72 O termo francês Monsieur Loyal, por exemplo, usado para designar o mestre de pista circense, aquele que

apresenta as atrações, é derivado do Théodore Loyal, um dos mestres de pista que por volta de 1860 foi um dos sucessores de Adolphe Franconi no picadeiro do Cirque des Champs-Élysées (THÉTARD, 1978, p.79). Para Etaix (1977, p. 214) o termo teria sido herdado de Arsène Loyal, mas, de todo modo, a denominação ficaria herdeira deste nome de família circense.

O circo, em formato próximo ao que conhecemos hoje, existiu por mais de quatro décadas com a denominação mais corrente de anfiteatro, embora Hughes tenha usado a denominação circo para seu empreendimento da Inglaterra ainda no ano de 1780. Franconi, que era italiano, pode ter se inspirado tanto no ex-aluno de Astley quanto na antiga Roma para a escolha do nome do seu negócio de 1807, que até então, durante o tempo que esteve associado a Astley e mesmo depois do retorno deste para a Inglaterra, permaneceu com o nome de anfiteatro, embora a inclusão do palco para representação de pantomimas em todos esses empreendimentos tenha modificado a estrutura circular das arquibancadas própria de um anfiteatro.
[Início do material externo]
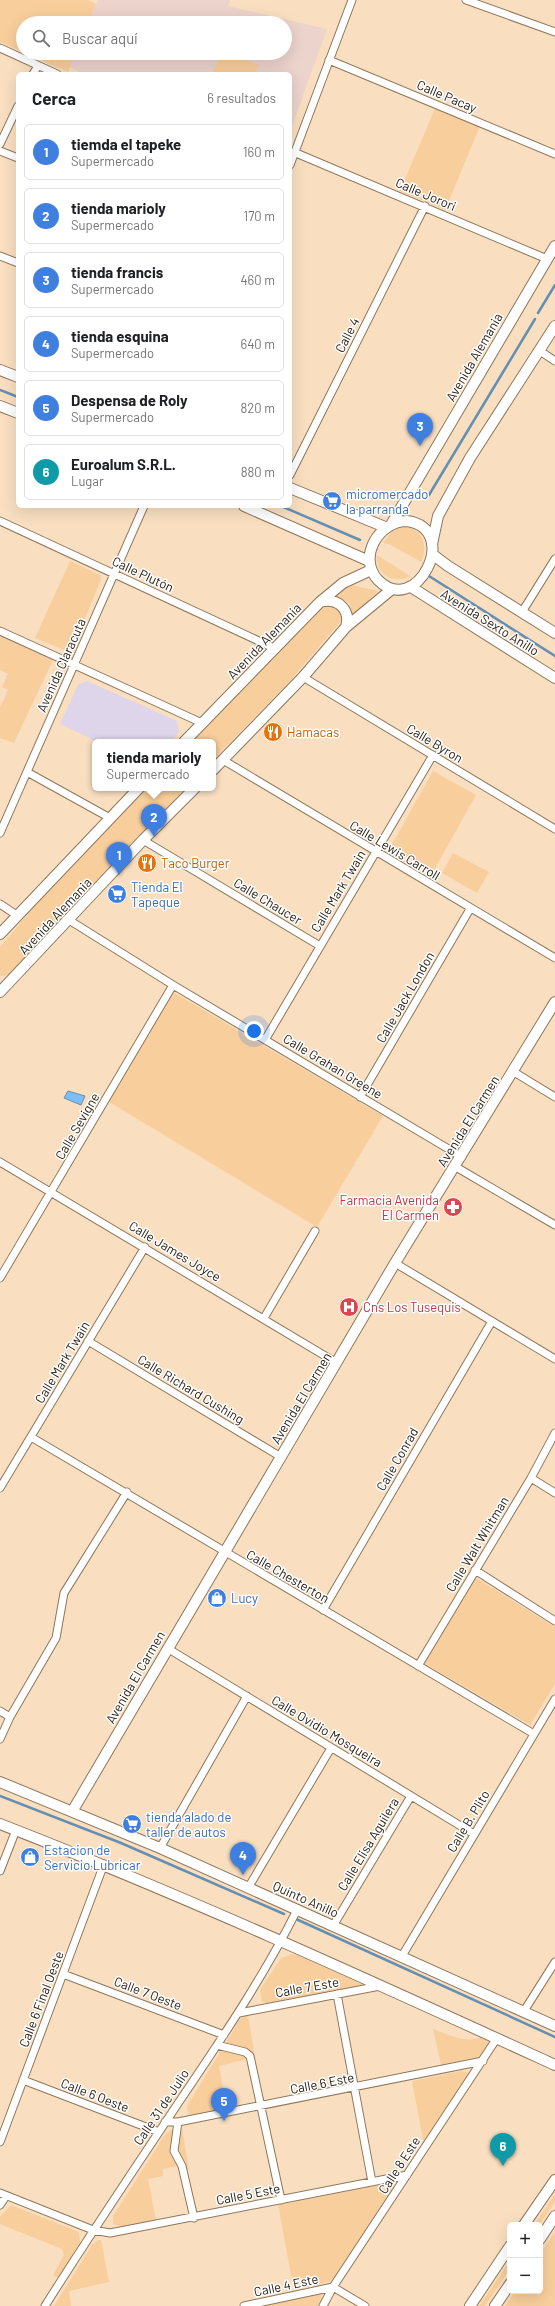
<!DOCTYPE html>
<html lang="es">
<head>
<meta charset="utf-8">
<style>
	body { margin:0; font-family:Barlow,sans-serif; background:#f2f2f2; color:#202124 }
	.controls { position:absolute; right:12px; bottom:12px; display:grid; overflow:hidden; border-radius:6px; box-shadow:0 4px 16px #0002 }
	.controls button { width:36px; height:36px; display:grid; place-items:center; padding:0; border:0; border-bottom:1px solid #e0e0e0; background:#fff; color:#202124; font:20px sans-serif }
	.you { position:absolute; left:254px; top:1031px; width:14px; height:14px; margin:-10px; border:3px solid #fff; border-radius:50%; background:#1a73e8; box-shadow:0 0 0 6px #1a73e833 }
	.badge { display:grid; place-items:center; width:26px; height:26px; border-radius:50%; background:#387159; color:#fff; font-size:13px; font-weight:700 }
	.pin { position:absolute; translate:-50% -33px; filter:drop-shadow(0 1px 2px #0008) }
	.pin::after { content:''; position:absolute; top:21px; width:14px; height:12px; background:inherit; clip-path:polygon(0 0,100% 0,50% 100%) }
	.popup { position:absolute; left:92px; top:739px; width:124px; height:52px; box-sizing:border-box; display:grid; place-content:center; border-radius:6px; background:#fff; filter:drop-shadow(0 1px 3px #0005); font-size:13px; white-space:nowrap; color:#757577 }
	.popup b { font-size:15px; color:#202124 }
	.popup::after { content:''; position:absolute; left:50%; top:100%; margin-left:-8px; border:8px solid transparent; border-top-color:#fff }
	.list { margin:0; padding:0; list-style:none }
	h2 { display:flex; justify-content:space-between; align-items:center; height:52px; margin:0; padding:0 16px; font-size:17px }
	h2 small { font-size:13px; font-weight:400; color:#757577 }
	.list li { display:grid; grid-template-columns:26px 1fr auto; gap:12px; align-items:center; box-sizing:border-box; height:56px; margin:0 8px 8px; padding:0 8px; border:1px solid #e0e0e0; border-radius:6px }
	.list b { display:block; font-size:15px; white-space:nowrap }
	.list p { margin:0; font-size:13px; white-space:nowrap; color:#757577 }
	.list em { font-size:13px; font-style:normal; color:#757577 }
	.icon { flex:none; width:22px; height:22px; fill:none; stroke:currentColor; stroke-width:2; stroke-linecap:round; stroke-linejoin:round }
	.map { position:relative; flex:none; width:555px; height:2306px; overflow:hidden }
	.search { position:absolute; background:#fff; box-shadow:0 4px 16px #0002; left:16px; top:16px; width:276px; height:44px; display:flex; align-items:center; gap:10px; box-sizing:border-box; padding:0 14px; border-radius:22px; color:#757577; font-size:15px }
	.panel { position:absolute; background:#fff; box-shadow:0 4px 16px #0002; left:16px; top:72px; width:276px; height:436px; border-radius:6px }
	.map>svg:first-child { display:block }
</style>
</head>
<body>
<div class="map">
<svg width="555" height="2306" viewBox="0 0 555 2306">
	<rect width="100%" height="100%" fill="#f9dfc0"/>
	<!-- industrial -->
	<path fill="#ded5ea" d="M 87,681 L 177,721 L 179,732 L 170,742 L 98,742 L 60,724 L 78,685 Z"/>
	<!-- education -->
	<path fill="#ecd3cc" d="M 98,0 L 230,0 L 228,6 L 327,29 L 290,132 L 290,74 L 83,74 L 70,67 L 76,53 L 285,53 L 285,23 L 88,23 Z"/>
	<!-- green -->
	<path fill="#f8ce9c" d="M 0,0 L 88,0 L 96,4 L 88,23 L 23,23 L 23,52 L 0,42 Z
		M 25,53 L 76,53 L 68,72 Z
		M 221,53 L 230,53 L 259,65 L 255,74 L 219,74 L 213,72 Z
		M 436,106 L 480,126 L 445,210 L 400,191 Z
		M 402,527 C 422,526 429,546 421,562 L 391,545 L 383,543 L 392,531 Z
		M 377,555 L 410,576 C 394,585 375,574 377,555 Z
		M 70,561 L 100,575 L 101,580 L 73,646 L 67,651 L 35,638 Z
		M 351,585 L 378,591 L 353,615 L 349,603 L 333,594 L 345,586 Z
		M 322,606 C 331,606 337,606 342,616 L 341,621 L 290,681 L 213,760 L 213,742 L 191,742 Z
		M 0,635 L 53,660 L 14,743 L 0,738 L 0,708 L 8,690 L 2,687 L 8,674 L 0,670 Z
		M 433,771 L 476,795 L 433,872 L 390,848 Z
		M 147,788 L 186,788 L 8,975 L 0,976 L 0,947 L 41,899 Z
		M 453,853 L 489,872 L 477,893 L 442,873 Z
		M 173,992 L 383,1116 L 317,1227 L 109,1102 Z
		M 475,1577 L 555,1627 L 555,1684 L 530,1725 L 424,1663 Z
		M 292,1954 L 297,1955 L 363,1985 L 268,2003 L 262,2002 L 260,1990 L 281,1958 Z
		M 248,2015 L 255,2057 L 219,2066 L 227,2110 L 190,2115 L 188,2113 L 187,2106 L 241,2018 Z
		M 433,2029 C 448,2034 465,2044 481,2037 L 488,2042 L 488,2047 L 482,2056 L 441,2065 Z
		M 461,2071 L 467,2072 L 469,2075 L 424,2145 L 412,2081 Z
		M 175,2128 L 170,2149 L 178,2166 L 163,2169 L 163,2176 L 148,2179 L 156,2220 L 122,2227 L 113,2224 L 113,2216 L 166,2133 Z
		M 182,2128 L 189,2170 L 186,2169 L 176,2151 Z
		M 390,2183 L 395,2188 L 334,2280 L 294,2291 L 278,2205 Z
		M 555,2194 L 555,2202 L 539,2225 L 534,2225 Z
		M 11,2205 L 79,2232 L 80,2242 L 59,2278 L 53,2275 L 64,2255 L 62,2249 L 0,2224 L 0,2217 Z
		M 555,2232 L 555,2306 L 505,2306 L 515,2291 L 540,2291 L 540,2254 Z
		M 98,2240 L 101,2240 L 109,2282 L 69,2291 L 71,2306 L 54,2306 L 92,2245 Z
		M 510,2260 L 510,2269 L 485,2306 L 479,2306 Z
		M 318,2294 L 322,2295 L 323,2300 L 319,2306 L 260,2306 Z"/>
	<!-- water -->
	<path fill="#7dbef7" stroke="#648fb3" d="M 68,1091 L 85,1096 L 81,1105 L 64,1098 Z"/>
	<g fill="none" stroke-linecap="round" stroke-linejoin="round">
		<!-- stream -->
		<path stroke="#648fb3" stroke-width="2.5" d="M 538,313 L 555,285
			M 0,390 L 18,397
			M 429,495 L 535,319
			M 281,506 L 360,540
			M 429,576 L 555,656
			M 0,1796 L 121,1843 L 284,1914
			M 296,1919 L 555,2037"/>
		<defs>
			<path id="street" d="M 466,0 L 555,32
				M 0,48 L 57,74
				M 329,60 L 555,154
				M 33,74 L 38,66
				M 0,144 L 18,106
				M 0,151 L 18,158
				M 296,153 L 547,259
				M 290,165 L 352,0
				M 0,256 L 18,263
				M 540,351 L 555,361
				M 290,475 L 425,206
				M 0,521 L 276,649
				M 522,612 L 555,559
				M 0,631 L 202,723
				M 303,677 L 555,829
				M 223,760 L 555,958
				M 27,772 L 110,818
				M 0,833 L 144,506
				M 143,840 L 320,946
				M 0,904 L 18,916
				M 69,920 L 173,985 L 462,1157
				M 265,1040 L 433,755
				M 514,1072 L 555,1097
				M 360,1097 L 470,909
				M 0,1162 L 337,1363
				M 456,1167 L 555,1225
				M 395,1263 L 555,1359
				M 0,1278 L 173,985
				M 264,1318 L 315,1231
				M 88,1341 L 281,1457
				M 31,1437 L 534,1734
				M 531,1478 L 555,1493
				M 0,1488 L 145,1247
				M 475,1570 L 555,1621
				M 323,1610 L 492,1321
				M 167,1648 L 474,1834
				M 418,1666 L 531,1478 L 555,1433
				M 0,1711 L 10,1717
				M 0,1739 L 10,1717 L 56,1638 L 64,1593 L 127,1492
				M 160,1848 L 247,1696
				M 0,1871 L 16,1830
				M 248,1888 L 331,1748
				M 333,1926 L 411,1796
				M 402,1956 L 555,1699
				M 63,1974 L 224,2035
				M 337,1994 L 372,2182
				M 524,2011 L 555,1962
				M 239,2013 L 380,1986
				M 217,2045 L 245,2052 L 250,2056 L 281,2200
				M 23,2080 L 159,2132
				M 165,2122 L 178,2122 L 483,2061
				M 178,2122 L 174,2151 L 182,2166 L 194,2218
				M 0,2142 L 104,1864
				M 0,2193 L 93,2230 L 110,2233 L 407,2175
				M 0,2205 L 6,2196
				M 45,2306 C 87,2239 131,2174 175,2108 C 218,2044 262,1980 297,1910
				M 244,2306 L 333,2287 L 365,2306
				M 323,2306 L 333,2287 L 497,2038"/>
			<path id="secondary" d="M 0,370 L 18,377
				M 0,406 L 18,413
				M 290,488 L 385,527
				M 244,506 L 369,561
				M 407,521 C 462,529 416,619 378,580 C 357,557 379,521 407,521 Z
				M 392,523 L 555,246
				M 432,544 L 438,516 L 470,458 L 555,326
				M 432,554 L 448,566 L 555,633
				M 411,587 L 555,678
				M 320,602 C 338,597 351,610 346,627
				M 184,742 L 320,602 L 343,583 L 371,570
				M 213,770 L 303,677 L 346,627 L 392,589
				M 0,934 L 139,788
				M 0,992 L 143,840 L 195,788
				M 0,1782 L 160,1848 L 555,2026
				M 73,1810 L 395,1263 L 555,1002
				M 0,1824 C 188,1897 371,1981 555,2065
				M 524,2225 L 555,2180
				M 540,2239 L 555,2216
				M 470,2306 L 510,2246
				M 495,2306 L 510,2284"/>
		</defs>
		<!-- street casing -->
		<use href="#street" stroke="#8e775b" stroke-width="9"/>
		<!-- secondary casing -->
		<use href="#secondary" stroke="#8e775b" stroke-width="12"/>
		<!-- street -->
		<use href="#street" stroke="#fff" stroke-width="7"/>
		<!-- secondary -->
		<use href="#secondary" stroke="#fff" stroke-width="10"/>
	</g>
	<!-- icons -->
	<defs>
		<symbol id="supermarket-disc" viewBox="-11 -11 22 22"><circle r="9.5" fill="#3f7fe0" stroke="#fff"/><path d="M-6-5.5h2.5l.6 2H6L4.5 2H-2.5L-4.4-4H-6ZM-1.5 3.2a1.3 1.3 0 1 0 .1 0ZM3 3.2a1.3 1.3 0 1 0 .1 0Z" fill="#fff"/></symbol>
		<symbol id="restaurant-disc" viewBox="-11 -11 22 22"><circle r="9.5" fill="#e8710a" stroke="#fff"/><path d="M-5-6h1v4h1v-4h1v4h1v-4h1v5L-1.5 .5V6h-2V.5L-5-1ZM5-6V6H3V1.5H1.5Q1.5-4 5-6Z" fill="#fff"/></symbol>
		<symbol id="pharmacy-disc" viewBox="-11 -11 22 22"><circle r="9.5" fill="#e0444e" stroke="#fff"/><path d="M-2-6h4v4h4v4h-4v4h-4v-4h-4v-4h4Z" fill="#fff"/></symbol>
		<symbol id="hospital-disc" viewBox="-11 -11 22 22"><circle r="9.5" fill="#e0444e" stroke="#fff"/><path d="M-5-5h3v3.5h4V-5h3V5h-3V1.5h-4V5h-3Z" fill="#fff"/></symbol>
		<symbol id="shop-disc" viewBox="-11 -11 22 22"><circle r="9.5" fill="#3f7fe0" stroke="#fff"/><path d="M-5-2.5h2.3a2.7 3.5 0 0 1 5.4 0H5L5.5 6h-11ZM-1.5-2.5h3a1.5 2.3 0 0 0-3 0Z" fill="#fff"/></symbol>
	</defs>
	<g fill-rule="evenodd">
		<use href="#supermarket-disc" x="321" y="490" width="22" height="22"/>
		<use href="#restaurant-disc" x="262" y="721" width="22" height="22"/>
		<use href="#restaurant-disc" x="136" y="852" width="22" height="22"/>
		<use href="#supermarket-disc" x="106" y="883" width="22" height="22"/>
		<use href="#pharmacy-disc" x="442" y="1196" width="22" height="22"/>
		<use href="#hospital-disc" x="338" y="1296" width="22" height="22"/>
		<use href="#shop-disc" x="206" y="1587" width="22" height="22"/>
		<use href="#supermarket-disc" x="121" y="1813" width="22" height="22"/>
		<use href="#shop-disc" x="19" y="1846" width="22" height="22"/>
	</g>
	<g text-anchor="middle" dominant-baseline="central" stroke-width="3" stroke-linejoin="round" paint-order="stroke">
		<!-- street labels -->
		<g font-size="13" fill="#292014" stroke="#fff">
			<text transform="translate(447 96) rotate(23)">Calle Pacay</text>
			<text transform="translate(426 194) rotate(23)">Calle Jorori</text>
			<text transform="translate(347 335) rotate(-63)">Calle 4</text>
			<text transform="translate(474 357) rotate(-60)">Avenida Alemania</text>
			<text transform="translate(143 574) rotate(25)">Calle Plutón</text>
			<text transform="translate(490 622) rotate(32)">Avenida Sexto Anillo</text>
			<text transform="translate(264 641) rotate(-46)">Avenida Alemania</text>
			<text transform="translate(61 665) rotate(-66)">Avenida Claracuta</text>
			<text transform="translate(435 743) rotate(31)">Calle Byron</text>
			<text transform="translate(395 850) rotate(31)">Calle Lewis Carroll</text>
			<text transform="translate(338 891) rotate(-59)">Calle Mark Twain</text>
			<text transform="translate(268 901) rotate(31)">Calle Chaucer</text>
			<text transform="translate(55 916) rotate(-47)">Avenida Alemania</text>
			<text transform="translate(405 997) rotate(-60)">Calle Jack London</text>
			<text transform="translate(333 1066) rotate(31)">Calle Grahan Greene</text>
			<text transform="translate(468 1121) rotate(-58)">Avenida El Carmen</text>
			<text transform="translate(77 1126) rotate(-60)">Calle Sevigne</text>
			<text transform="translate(175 1251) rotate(31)">Calle James Joyce</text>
			<text transform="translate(62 1362) rotate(-59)">Calle Mark Twain</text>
			<text transform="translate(191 1389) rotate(31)">Calle Richard Cushing</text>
			<text transform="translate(301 1398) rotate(-59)">Avenida El Carmen</text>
			<text transform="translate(397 1459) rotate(-60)">Calle Conrad</text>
			<text transform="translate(477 1544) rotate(-59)">Calle Walt Whitman</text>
			<text transform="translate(288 1576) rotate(30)">Calle Chesterton</text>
			<text transform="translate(135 1677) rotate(-60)">Avenida El Carmen</text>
			<text transform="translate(327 1731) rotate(31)">Calle Ovidio Mosqueira</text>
			<text transform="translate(468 1821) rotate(-59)">Calle B. Plito</text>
			<text transform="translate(368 1844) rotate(-59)">Calle Elisa Aguilera</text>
			<text transform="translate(306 1899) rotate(24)">Quinto Anillo</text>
			<text transform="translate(307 1987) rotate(-10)">Calle 7 Este</text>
			<text transform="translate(148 1993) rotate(21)">Calle 7 Oeste</text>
			<text transform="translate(41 1999) rotate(-69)">Calle 6 Final Oeste</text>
			<text transform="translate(322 2083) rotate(-11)">Calle 6 Este</text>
			<text transform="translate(95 2095) rotate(21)">Calle 6 Oeste</text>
			<text transform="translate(161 2107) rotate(-56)">Calle 31 de Julio</text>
			<text transform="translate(399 2165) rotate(-57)">Calle 8 Este</text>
			<text transform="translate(248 2194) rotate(-11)">Calle 5 Este</text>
			<text transform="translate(286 2285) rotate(-12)">Calle 4 Este</text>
		</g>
		<!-- shop labels -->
		<g font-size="13" fill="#366cbe" stroke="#fff" text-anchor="start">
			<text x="346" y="494">micromercado<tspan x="346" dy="15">la parranda</tspan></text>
			<text x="131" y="887">Tienda El<tspan x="131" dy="15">Tapeque</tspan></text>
			<text x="231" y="1598">Lucy</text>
			<text x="146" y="1817">tienda alado de<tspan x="146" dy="15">taller de autos</tspan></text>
			<text x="44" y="1850">Estacion de<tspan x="44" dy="15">Servicio Lubricar</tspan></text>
		</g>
		<!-- food labels -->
		<g font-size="13" fill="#c56008" stroke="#fff" text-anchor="start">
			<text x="287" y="732">Hamacas</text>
			<text x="161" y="863">Taco Burger</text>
		</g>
		<!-- health labels -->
		<g font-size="13" fill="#be3a42" stroke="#fff" text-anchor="end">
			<text x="439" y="1200">Farmacia Avenida<tspan x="439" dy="15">El Carmen</tspan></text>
			<text x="363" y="1307" text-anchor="start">Cns Los Tusequis</text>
		</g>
	</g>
</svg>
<div class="controls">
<button>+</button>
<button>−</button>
</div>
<div class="you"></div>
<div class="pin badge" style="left:119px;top:875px;background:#3f7fe0">1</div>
<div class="pin badge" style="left:154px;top:837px;background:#3f7fe0">2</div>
<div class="popup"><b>tienda marioly</b>Supermercado</div>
<div class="pin badge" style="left:420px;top:446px;background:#3f7fe0">3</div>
<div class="pin badge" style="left:243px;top:1875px;background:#3f7fe0">4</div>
<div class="pin badge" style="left:224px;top:2121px;background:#3f7fe0">5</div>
<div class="pin badge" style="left:503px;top:2166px;background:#0f9aa8">6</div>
<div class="search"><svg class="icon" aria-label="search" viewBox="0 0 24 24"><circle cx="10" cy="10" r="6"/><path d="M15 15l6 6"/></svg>Buscar aquí</div>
<section class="panel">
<h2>Cerca<small>6 resultados</small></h2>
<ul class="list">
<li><span class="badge" style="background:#3f7fe0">1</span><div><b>tiemda el tapeke</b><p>Supermercado</p></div><em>160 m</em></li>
<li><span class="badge" style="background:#3f7fe0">2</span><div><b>tienda marioly</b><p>Supermercado</p></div><em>170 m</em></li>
<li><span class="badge" style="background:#3f7fe0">3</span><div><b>tienda francis</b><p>Supermercado</p></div><em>460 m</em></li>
<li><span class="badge" style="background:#3f7fe0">4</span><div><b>tienda esquina</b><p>Supermercado</p></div><em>640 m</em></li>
<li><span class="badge" style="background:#3f7fe0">5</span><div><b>Despensa de Roly</b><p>Supermercado</p></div><em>820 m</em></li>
<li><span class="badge" style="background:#0f9aa8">6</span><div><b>Euroalum S.R.L.</b><p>Lugar</p></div><em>880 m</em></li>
</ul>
</section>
</div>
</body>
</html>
Para falar da força do teatro em Paris durante o século XIX73 Yon (2012, p. 7) toma o termo dramatocratie, usado por um jornalista americano, correspondente na França do jornal New York American, em artigo publicado em novembro de 1838. Segundo o jornalista, nem o Estado nem a Igreja tinham sobre os parisienses a mesma influência da arte teatral, da qual o circo também se ocupava. Autores como Costa (1999), Bolognesi (2003), Magnani (2003), Marques da Silva (2004) e Silva (2007) fizeram referências ao teatro no Cirque Olympique sem, no entanto, se aprofundarem no assunto, não sendo este o objetivo de seus trabalhos. Desse modo, há na bibliografia brasileira uma lacuna acerca da importância do teatro neste circo francês, que foi a grande referência no processo de consolidação do circo moderno no continente europeu.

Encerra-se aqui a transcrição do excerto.